Nach Bekanntwerden mutmaßlicher Missstände am Klinikum Bayreuth hat der Aufsichtsrat Konsequenzen gezogen. Das Gremium entschied nach einer mehrstündigen Sitzung, dass Klinikum-Geschäftsführer Roland Ranftl mit sofortiger Wirkung freigestellt wird. Der Aufsichtsratsvorsitzende, Landrat Hermann Hübner, wurde beauftragt, mit Ranftl über eine einvernehmliche Auflösung des Arbeitsverhältnisses zu verhandeln. Es wurden zudem erste Weichen für eine tragfähige Interimslösung gestellt.
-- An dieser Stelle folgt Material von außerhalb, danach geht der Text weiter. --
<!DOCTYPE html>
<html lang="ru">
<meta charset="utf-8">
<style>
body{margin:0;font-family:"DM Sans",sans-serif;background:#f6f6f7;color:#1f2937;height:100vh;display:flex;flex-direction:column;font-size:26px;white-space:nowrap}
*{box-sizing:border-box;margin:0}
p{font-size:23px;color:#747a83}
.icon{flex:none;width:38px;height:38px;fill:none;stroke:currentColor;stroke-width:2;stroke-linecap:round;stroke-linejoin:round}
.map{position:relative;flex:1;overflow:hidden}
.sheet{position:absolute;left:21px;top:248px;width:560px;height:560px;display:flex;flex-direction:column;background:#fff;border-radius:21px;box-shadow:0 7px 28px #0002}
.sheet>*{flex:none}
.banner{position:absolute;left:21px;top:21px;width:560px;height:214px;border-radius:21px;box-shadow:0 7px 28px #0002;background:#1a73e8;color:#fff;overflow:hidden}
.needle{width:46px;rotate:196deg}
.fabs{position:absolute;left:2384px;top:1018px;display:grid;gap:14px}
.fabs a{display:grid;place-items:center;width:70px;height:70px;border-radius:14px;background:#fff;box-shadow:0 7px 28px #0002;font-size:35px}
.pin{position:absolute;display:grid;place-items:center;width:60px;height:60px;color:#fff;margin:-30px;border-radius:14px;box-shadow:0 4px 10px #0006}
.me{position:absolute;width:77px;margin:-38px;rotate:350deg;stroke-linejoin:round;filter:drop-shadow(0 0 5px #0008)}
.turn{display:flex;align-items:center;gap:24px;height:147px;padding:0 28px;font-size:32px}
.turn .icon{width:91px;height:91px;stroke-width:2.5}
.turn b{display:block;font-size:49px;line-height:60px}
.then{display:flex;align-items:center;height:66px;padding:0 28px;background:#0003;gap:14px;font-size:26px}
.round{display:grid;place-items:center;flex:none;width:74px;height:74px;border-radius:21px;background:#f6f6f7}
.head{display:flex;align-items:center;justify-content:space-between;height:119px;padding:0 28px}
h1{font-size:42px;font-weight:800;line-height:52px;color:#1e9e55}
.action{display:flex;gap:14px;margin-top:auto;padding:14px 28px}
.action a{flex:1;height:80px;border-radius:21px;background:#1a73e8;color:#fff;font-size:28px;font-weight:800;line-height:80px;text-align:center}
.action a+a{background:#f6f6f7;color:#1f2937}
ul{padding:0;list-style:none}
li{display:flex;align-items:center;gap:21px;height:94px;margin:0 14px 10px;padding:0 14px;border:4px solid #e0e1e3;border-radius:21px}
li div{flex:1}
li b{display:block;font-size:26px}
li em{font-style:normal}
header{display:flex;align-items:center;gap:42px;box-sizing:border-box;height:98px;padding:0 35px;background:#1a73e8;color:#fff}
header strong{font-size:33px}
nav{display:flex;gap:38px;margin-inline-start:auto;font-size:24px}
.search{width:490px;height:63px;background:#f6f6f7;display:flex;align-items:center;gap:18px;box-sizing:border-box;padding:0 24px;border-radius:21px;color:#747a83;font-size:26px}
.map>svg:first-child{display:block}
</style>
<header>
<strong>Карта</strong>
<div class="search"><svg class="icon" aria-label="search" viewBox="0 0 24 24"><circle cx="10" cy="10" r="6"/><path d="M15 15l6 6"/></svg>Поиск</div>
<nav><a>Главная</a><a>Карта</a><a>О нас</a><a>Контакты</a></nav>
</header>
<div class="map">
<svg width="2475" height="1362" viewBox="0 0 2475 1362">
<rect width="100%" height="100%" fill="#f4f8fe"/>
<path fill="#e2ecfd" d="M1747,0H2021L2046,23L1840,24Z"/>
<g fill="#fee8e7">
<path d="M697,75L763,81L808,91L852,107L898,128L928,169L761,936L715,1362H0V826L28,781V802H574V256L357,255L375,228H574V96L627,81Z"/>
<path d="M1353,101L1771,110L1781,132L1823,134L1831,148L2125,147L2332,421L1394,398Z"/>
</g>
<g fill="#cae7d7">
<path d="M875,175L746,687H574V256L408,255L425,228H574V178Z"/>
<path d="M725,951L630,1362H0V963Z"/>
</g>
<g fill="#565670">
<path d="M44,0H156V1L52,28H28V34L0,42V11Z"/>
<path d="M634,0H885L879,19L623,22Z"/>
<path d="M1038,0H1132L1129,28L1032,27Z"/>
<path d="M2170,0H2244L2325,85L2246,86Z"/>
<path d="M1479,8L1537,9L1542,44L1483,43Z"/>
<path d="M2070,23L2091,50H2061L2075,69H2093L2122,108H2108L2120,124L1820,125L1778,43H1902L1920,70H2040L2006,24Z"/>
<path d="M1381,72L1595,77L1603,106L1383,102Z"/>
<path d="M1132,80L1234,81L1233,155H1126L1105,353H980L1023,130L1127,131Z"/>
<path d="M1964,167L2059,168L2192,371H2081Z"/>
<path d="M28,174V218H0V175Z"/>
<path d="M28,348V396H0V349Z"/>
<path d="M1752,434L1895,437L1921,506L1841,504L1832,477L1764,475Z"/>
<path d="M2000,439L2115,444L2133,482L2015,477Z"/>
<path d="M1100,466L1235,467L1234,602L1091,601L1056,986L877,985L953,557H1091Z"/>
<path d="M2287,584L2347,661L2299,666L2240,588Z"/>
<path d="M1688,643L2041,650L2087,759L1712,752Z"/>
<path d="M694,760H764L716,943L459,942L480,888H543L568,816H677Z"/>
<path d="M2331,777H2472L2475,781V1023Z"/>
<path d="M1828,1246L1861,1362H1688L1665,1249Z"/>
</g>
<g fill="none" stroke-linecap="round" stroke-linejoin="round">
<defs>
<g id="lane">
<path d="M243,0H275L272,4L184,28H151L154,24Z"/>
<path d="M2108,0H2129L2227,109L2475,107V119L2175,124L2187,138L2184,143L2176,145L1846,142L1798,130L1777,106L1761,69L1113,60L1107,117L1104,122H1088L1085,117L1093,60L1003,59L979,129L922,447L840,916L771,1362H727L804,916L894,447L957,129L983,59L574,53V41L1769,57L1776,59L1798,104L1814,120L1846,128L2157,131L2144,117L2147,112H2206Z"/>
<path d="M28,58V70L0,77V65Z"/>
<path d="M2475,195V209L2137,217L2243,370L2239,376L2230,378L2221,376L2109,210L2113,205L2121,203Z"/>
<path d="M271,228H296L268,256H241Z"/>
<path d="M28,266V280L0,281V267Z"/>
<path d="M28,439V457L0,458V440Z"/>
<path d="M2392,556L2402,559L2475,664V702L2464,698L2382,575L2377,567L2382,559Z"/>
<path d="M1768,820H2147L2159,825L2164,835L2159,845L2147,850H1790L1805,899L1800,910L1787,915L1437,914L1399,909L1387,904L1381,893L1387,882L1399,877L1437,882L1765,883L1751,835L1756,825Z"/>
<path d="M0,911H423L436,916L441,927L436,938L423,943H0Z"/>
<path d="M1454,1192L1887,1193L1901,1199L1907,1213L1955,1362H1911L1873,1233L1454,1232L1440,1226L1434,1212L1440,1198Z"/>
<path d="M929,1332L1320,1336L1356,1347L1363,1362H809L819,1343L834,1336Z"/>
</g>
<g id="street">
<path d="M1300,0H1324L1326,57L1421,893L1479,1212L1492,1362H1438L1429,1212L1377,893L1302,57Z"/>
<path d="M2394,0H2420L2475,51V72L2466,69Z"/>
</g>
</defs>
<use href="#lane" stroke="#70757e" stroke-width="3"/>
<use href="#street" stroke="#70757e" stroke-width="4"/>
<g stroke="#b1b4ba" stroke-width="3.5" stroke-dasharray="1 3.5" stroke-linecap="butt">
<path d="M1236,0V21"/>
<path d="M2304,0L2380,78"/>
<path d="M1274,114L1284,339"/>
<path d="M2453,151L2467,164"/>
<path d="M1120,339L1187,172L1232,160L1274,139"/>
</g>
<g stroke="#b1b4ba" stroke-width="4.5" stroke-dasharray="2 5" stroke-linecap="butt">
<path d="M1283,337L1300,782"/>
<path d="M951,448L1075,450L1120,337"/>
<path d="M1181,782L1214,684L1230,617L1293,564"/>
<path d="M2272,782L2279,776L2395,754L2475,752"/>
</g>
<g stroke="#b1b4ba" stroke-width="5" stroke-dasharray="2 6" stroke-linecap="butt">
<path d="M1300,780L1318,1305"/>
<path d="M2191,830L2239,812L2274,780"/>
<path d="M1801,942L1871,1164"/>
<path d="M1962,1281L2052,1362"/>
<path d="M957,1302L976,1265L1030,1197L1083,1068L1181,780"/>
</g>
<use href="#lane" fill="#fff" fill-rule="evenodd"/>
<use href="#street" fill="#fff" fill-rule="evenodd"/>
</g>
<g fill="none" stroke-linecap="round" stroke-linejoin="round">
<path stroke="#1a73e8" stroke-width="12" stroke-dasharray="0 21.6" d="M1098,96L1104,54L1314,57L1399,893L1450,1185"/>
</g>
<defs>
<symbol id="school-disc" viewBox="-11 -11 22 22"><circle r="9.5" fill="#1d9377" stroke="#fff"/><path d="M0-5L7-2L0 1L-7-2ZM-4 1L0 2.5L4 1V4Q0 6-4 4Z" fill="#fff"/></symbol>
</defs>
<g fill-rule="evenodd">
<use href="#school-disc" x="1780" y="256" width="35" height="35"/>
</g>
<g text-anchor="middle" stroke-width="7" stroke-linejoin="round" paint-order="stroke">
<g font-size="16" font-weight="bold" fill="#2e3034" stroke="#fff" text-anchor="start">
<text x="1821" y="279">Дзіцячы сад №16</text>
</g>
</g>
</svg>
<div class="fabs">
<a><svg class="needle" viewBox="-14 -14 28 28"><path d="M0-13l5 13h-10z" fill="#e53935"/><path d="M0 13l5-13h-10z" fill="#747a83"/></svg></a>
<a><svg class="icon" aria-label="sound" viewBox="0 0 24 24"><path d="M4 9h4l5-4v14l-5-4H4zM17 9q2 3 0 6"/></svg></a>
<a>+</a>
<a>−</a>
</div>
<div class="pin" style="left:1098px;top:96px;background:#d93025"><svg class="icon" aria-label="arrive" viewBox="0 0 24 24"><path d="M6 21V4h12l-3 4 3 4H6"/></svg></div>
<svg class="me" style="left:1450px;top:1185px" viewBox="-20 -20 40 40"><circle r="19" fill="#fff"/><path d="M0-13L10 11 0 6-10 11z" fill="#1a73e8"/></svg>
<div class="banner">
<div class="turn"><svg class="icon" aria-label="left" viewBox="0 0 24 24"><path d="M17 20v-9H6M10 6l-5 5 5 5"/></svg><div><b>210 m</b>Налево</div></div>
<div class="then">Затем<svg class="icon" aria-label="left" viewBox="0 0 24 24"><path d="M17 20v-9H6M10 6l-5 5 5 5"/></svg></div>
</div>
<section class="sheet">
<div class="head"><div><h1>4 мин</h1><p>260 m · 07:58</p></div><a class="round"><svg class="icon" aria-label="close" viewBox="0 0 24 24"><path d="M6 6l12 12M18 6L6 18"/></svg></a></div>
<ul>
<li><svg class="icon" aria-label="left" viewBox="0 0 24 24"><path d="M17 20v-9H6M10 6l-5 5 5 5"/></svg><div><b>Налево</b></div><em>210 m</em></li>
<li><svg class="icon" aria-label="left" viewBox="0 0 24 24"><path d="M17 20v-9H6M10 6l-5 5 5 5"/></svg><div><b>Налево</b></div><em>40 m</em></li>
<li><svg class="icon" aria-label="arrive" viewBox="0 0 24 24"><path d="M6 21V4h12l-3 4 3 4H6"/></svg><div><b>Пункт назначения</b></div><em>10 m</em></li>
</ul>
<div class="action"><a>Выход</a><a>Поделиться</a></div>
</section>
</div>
Demnach solle eine interne und externe Kommission eingesetzt werden, die die Organisationsabläufe im Bereich der Geburtshilfe, der Thematik Beatmungszeiten und der Thematik TAVI (Aortenklappenersatz) untersuchen und gegebenenfalls Verbesserungsvorschläge unterbreiten sollen. Auch das Thema Notaufnahme wird einer kritischen Analyse unterzogen. "Der Aufsichtsrat sieht hier Handlungsbedarf und erwartet zügige Verbesserungsvorschläge", heißt es in einer ersten Presseerklärung der Stadt Bayreuth. Angedacht ist zudem eine Erweiterung der Geschäftsführung. Neben einem Kaufmann könnte es künftig auch einen medizinischen Geschäftsführer und einen Pflegeexperten in der Führung des Klinikums geben.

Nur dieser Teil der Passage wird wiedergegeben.